Comscore analysed the proportion of mobile use by country, and there are significant discrepancies (Comscore,Global Digital Future in Focus 2018).

Alexandre Jubien makes an important point: “In fact, not only should websites be built according to mobile use. All marketing tools are concerned. Besides, today’s advertising campaigns are predominantly designed and validated on desktop computers.”

New mobile-first formats are making their way onto the market

Nevertheless, new video formats are now emerging. NowThis, Buzzfeed’s Tasty channel and French-based video production company Brut led the way at the end of 2016 with the wish to target a younger audience (and admittedly the one most addicted to mobile use). These new video formats don’t even need a soundtrack since they are subtitled in a large type which can be easily readable on mobiles in a 1×1 square format. “The same should apply to advertising,” insists Alexandre. “You cannot expect a user to make the effort of turning around his or her device to watch an ad. The horizontal format aimed at television should be banned.”

Convincing advertisers they should change the way they produce content


Mobile imposes a radically new way of designing and validating content [image by Neal Shaffer]

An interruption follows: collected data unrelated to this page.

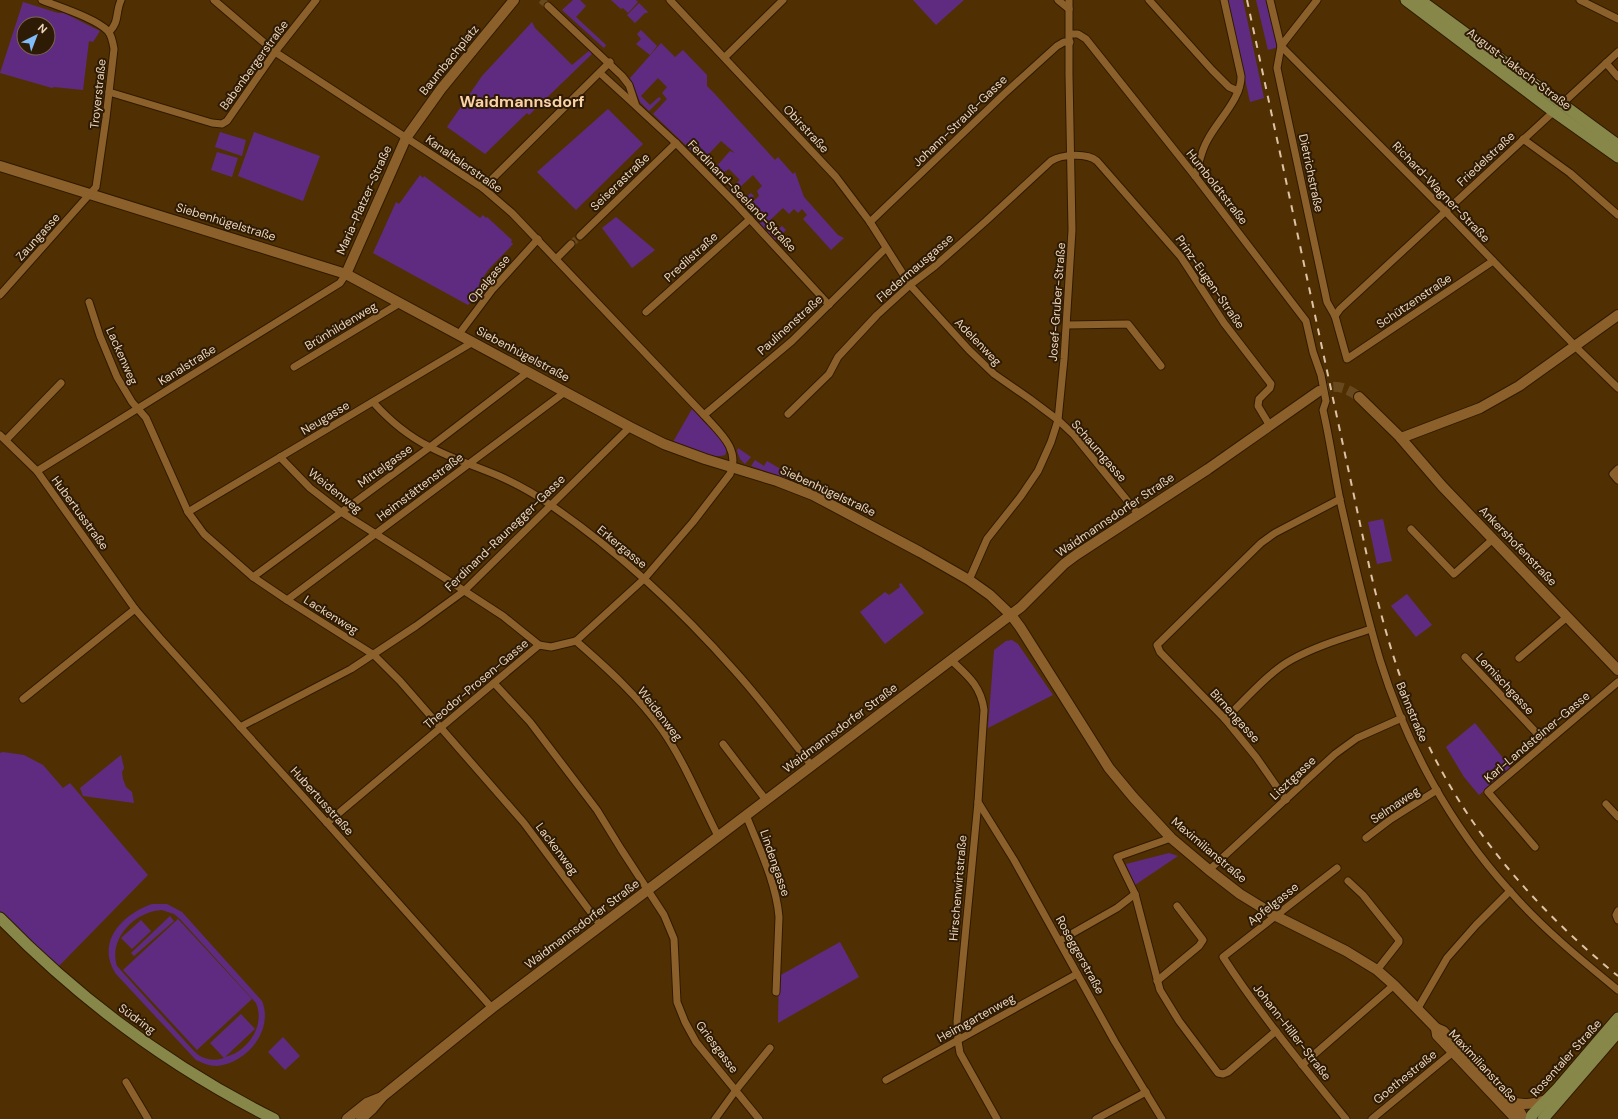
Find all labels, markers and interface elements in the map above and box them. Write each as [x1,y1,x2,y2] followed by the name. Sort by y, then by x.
[16,16,56,56] north arrow
[216,17,292,113] street label: Babenbergerstraße
[35,21,50,36] text: N
[416,22,482,98] street label: Baumbachplatz
[1463,24,1575,114] street label: August-Jaksch-Straße
[86,58,110,130] street label: Troyerstraße
[909,72,1011,170] street label: Johann-Strauß-Gasse
[460,91,585,112] district label: Waidmannsdorf
[780,102,832,157] street label: Obirstraße
[1454,128,1518,190] street label: Friedelstraße
[422,131,506,197] street label: Kanaltalerstraße
[1295,132,1327,214] street label: Dietrichstraße
[684,137,800,256] street label: Ferdinand-Seeland-Straße
[1389,138,1493,246] street label: Richard-Wagner-Straße
[333,143,395,257] street label: Maria-Platzer-Straße
[1183,146,1252,228] street label: Humboldtstraße
[587,150,653,214] street label: Seiserastraße
[174,199,278,245] street label: Siebenhügelstraße
[12,210,64,264] street label: Zaungasse
[661,228,721,285] street label: Predilstraße
[873,230,957,306] street label: Fledermausgasse
[1172,232,1248,332] street label: Prinz-Eugen-Straße
[1045,242,1069,362] street label: Josef-Gruber-Straße
[464,251,514,306] street label: Opalgasse
[1373,270,1455,332] street label: Schützenstraße
[754,291,826,358] street label: Paulinenstraße
[302,298,380,354] street label: Brünhildenweg
[951,315,1005,370] street label: Adelenweg
[474,323,573,385] street label: Siebenhügelstraße
[102,325,142,388] street label: Lackenweg
[155,341,219,389] street label: Kanalstraße
[298,397,352,439] street label: Neugasse
[1068,417,1130,485] street label: Schaumgasse
[354,441,416,491] street label: Mittelgasse
[374,449,467,525] street label: Heimstättenstraße
[778,462,878,520] street label: Siebenhügelstraße
[305,465,366,517] street label: Weidenweg
[1053,469,1177,561] street label: Waidmannsdorfer Straße
[441,471,569,595] street label: Ferdinand-Raunegger-Gasse
[48,473,112,553] street label: Hubertusstraße
[1476,503,1560,590] street label: Ankershofenstraße
[594,522,651,572] street label: Erkergasse
[301,592,362,638] street label: Lackenweg
[420,635,532,733] street label: Theodor-Prosen-Gasse
[1472,650,1538,718] street label: Lemischgasse
[779,680,901,776] street label: Waidmannsdorfer Straße
[1392,680,1432,745] street label: Bahnstraße
[634,684,686,745] street label: Weidenweg
[1207,686,1264,746] street label: Birnengasse
[1481,688,1593,786] street label: Karl-Landsteiner-Gasse
[1267,752,1320,803] street label: Lisztgasse
[287,763,357,839] street label: Hubertusstraße
[1367,783,1423,827] street label: Selmaweg
[1168,814,1250,886] street label: Maximilianstraße
[532,820,582,879] street label: Lackenweg
[756,828,794,899] street label: Lindengasse
[945,834,971,942] street label: Hirschenwirtstraße
[521,876,643,972] street label: Waidmannsdorfer Straße
[1244,879,1302,929] street label: Apfelgasse
[1052,913,1108,997] street label: Roseggerstraße
[1249,981,1335,1084] street label: Johann-Hiller-Straße
[934,990,1018,1046] street label: Heimgartenweg
[115,1000,159,1038] street label: Südring
[1527,1016,1605,1100] street label: Rosentaler Straße
[692,1018,742,1076] street label: Griesgasse
[1445,1026,1521,1106] street label: Maximilianstraße
[1370,1046,1440,1108] street label: Goethestraße

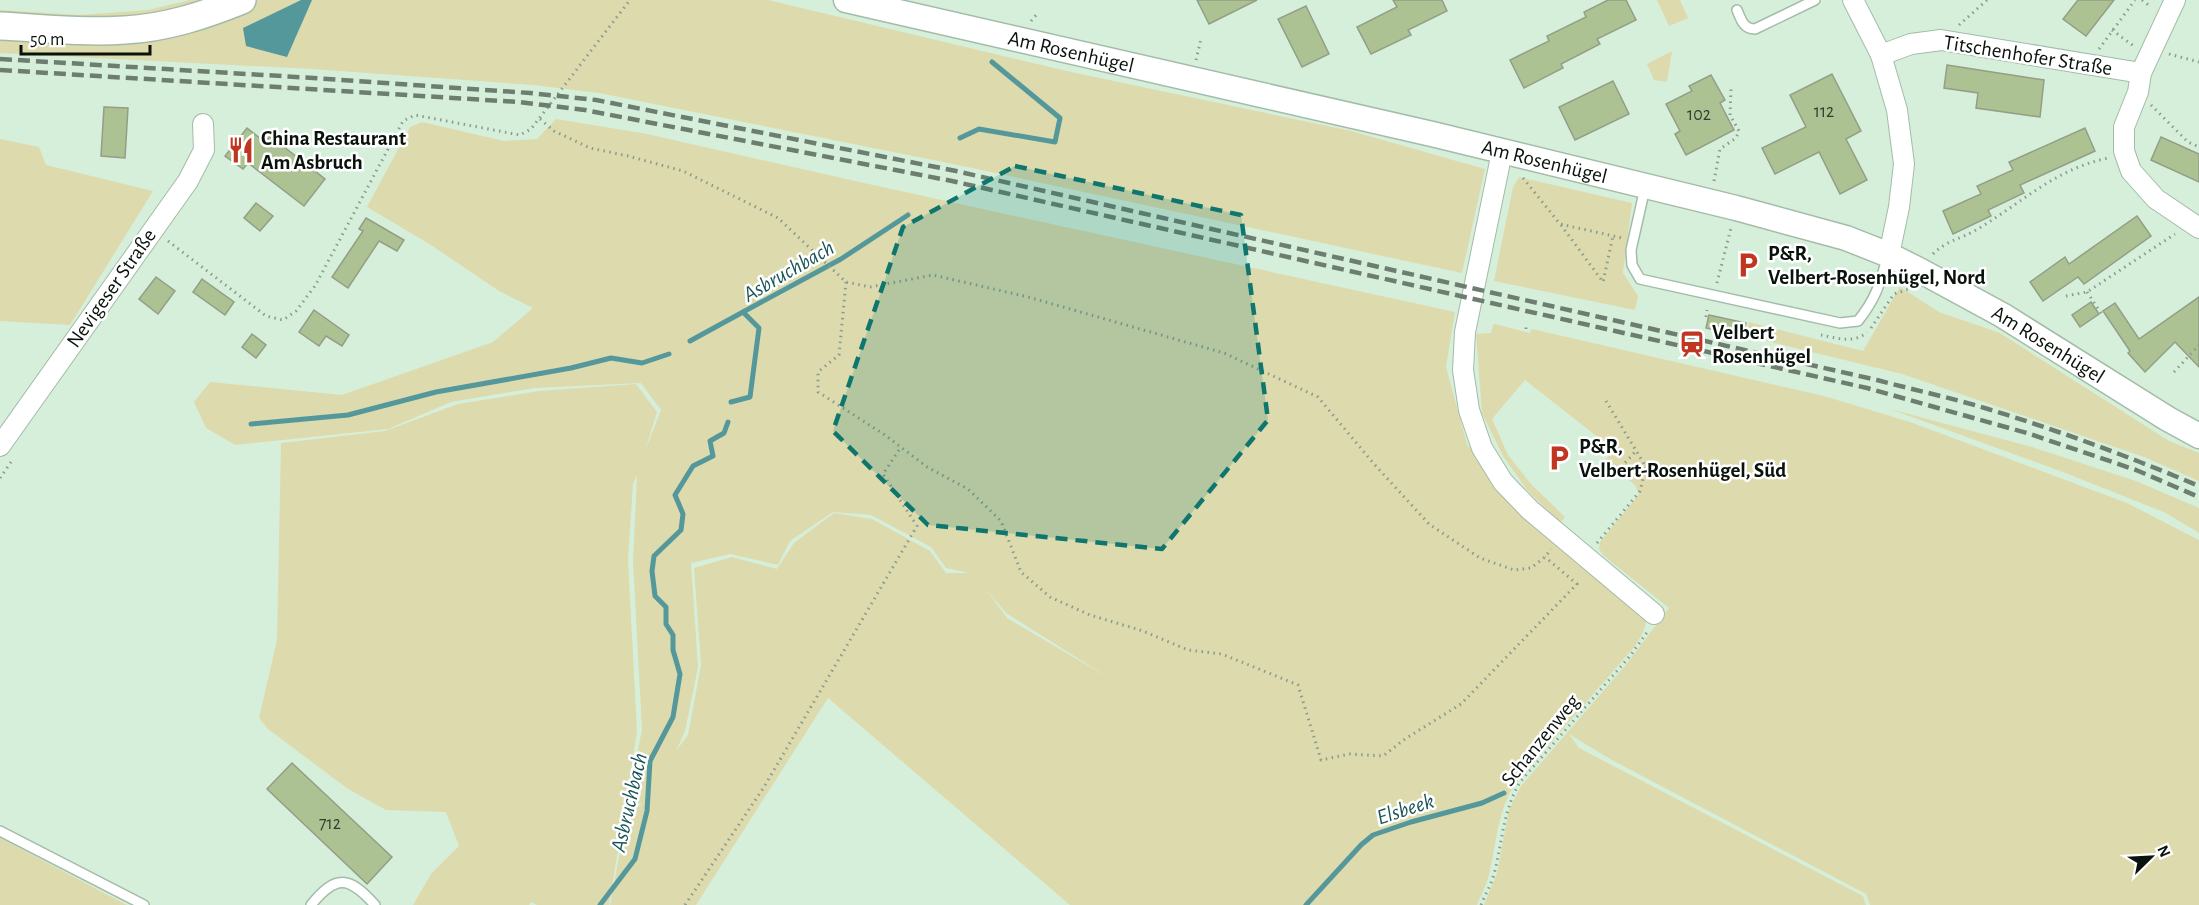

What lies ahead for mobile content? Must we consider a future where we create content for mobile-first only, and put an end to every other type of content? “This is not the real question,” warns Alexandre. “There is a dire need to change our approaches. However, it doesn’t mean we must stop producing desktop content at all. The biggest challenge for the future of the Internet will be to convince advertisers and agencies they should change the way they design and validate their content.” Much effort is required, and we must admit that we are not there yet, and that “too often, we design content behind a 27-inch iMac screen whereas the user has a mini 6-inch screen in hand.” Today’s tools are still not made for a mobile-first world. At least, “it would make sense to validate content on mobiles first if mobile is prominent, especially if the target is social media” concludes Alexandre Jubien. In a nutshell, the young content industry — not just video but all sorts of content— will have to reinvent itself in the next five years unless this mobile-first revolution takes place much faster than that.